--- Exercise description ---
Copy out the data below verbatim.

= = = = = = =

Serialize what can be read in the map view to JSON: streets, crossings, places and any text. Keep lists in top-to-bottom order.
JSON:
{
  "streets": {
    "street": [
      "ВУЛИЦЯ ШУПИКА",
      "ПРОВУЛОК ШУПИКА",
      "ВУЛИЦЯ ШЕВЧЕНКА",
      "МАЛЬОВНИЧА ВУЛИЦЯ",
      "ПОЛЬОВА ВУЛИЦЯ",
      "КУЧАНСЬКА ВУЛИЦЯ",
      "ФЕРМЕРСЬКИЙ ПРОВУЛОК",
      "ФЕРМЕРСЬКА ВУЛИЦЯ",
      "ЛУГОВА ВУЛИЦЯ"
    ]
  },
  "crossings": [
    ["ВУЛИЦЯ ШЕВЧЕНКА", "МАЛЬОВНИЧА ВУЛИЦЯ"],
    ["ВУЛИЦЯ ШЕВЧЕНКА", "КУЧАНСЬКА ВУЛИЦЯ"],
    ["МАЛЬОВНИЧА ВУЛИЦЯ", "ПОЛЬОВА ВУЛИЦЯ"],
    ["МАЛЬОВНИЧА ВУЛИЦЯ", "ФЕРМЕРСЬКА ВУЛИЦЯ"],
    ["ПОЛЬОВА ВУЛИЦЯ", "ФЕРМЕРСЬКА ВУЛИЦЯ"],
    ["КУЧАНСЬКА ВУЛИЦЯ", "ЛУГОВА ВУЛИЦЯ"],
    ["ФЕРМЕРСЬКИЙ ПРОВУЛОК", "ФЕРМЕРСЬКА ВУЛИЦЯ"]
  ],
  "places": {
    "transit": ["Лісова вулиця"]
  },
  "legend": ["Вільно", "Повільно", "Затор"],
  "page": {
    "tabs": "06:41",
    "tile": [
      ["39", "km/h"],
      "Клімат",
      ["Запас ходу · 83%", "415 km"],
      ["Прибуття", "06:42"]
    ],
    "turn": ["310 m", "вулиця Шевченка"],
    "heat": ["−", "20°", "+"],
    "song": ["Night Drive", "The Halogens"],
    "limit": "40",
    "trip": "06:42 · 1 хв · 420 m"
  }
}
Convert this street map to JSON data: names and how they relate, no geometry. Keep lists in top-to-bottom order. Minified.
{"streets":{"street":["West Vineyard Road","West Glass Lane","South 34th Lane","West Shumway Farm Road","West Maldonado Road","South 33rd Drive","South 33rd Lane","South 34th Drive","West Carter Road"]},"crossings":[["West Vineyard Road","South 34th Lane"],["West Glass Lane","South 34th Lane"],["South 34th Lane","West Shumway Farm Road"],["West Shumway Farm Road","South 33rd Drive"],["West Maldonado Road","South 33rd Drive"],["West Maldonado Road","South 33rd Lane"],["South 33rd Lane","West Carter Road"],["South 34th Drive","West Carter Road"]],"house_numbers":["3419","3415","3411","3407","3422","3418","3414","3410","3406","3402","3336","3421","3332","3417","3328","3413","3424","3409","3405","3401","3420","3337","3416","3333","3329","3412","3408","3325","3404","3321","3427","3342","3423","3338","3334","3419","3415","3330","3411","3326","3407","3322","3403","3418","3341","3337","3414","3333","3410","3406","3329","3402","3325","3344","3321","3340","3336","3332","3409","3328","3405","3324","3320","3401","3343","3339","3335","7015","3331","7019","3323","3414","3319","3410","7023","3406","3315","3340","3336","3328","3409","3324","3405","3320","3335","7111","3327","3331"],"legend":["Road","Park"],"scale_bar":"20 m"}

= = = = = = =

--- Written answer ---
Serialize what can be read in the map view to JSON: streets, crossings, places and any text. Keep lists in top-to-bottom order.
JSON:
{
  "streets": {
    "street": [
      "ВУЛИЦЯ ШУПИКА",
      "ПРОВУЛОК ШУПИКА",
      "ВУЛИЦЯ ШЕВЧЕНКА",
      "МАЛЬОВНИЧА ВУЛИЦЯ",
      "ПОЛЬОВА ВУЛИЦЯ",
      "КУЧАНСЬКА ВУЛИЦЯ",
      "ФЕРМЕРСЬКИЙ ПРОВУЛОК",
      "ФЕРМЕРСЬКА ВУЛИЦЯ",
      "ЛУГОВА ВУЛИЦЯ"
    ]
  },
  "crossings": [
    ["ВУЛИЦЯ ШЕВЧЕНКА", "МАЛЬОВНИЧА ВУЛИЦЯ"],
    ["ВУЛИЦЯ ШЕВЧЕНКА", "КУЧАНСЬКА ВУЛИЦЯ"],
    ["МАЛЬОВНИЧА ВУЛИЦЯ", "ПОЛЬОВА ВУЛИЦЯ"],
    ["МАЛЬОВНИЧА ВУЛИЦЯ", "ФЕРМЕРСЬКА ВУЛИЦЯ"],
    ["ПОЛЬОВА ВУЛИЦЯ", "ФЕРМЕРСЬКА ВУЛИЦЯ"],
    ["КУЧАНСЬКА ВУЛИЦЯ", "ЛУГОВА ВУЛИЦЯ"],
    ["ФЕРМЕРСЬКИЙ ПРОВУЛОК", "ФЕРМЕРСЬКА ВУЛИЦЯ"]
  ],
  "places": {
    "transit": ["Лісова вулиця"]
  },
  "legend": ["Вільно", "Повільно", "Затор"],
  "page": {
    "tabs": "06:41",
    "tile": [
      ["39", "km/h"],
      "Клімат",
      ["Запас ходу · 83%", "415 km"],
      ["Прибуття", "06:42"]
    ],
    "turn": ["310 m", "вулиця Шевченка"],
    "heat": ["−", "20°", "+"],
    "song": ["Night Drive", "The Halogens"],
    "limit": "40",
    "trip": "06:42 · 1 хв · 420 m"
  }
}
Convert this street map to JSON data: names and how they relate, no geometry. Keep lists in top-to-bottom order. Minified.
{"streets":{"street":["West Vineyard Road","West Glass Lane","South 34th Lane","West Shumway Farm Road","West Maldonado Road","South 33rd Drive","South 33rd Lane","South 34th Drive","West Carter Road"]},"crossings":[["West Vineyard Road","South 34th Lane"],["West Glass Lane","South 34th Lane"],["South 34th Lane","West Shumway Farm Road"],["West Shumway Farm Road","South 33rd Drive"],["West Maldonado Road","South 33rd Drive"],["West Maldonado Road","South 33rd Lane"],["South 33rd Lane","West Carter Road"],["South 34th Drive","West Carter Road"]],"house_numbers":["3419","3415","3411","3407","3422","3418","3414","3410","3406","3402","3336","3421","3332","3417","3328","3413","3424","3409","3405","3401","3420","3337","3416","3333","3329","3412","3408","3325","3404","3321","3427","3342","3423","3338","3334","3419","3415","3330","3411","3326","3407","3322","3403","3418","3341","3337","3414","3333","3410","3406","3329","3402","3325","3344","3321","3340","3336","3332","3409","3328","3405","3324","3320","3401","3343","3339","3335","7015","3331","7019","3323","3414","3319","3410","7023","3406","3315","3340","3336","3328","3409","3324","3405","3320","3335","7111","3327","3331"],"legend":["Road","Park"],"scale_bar":"20 m"}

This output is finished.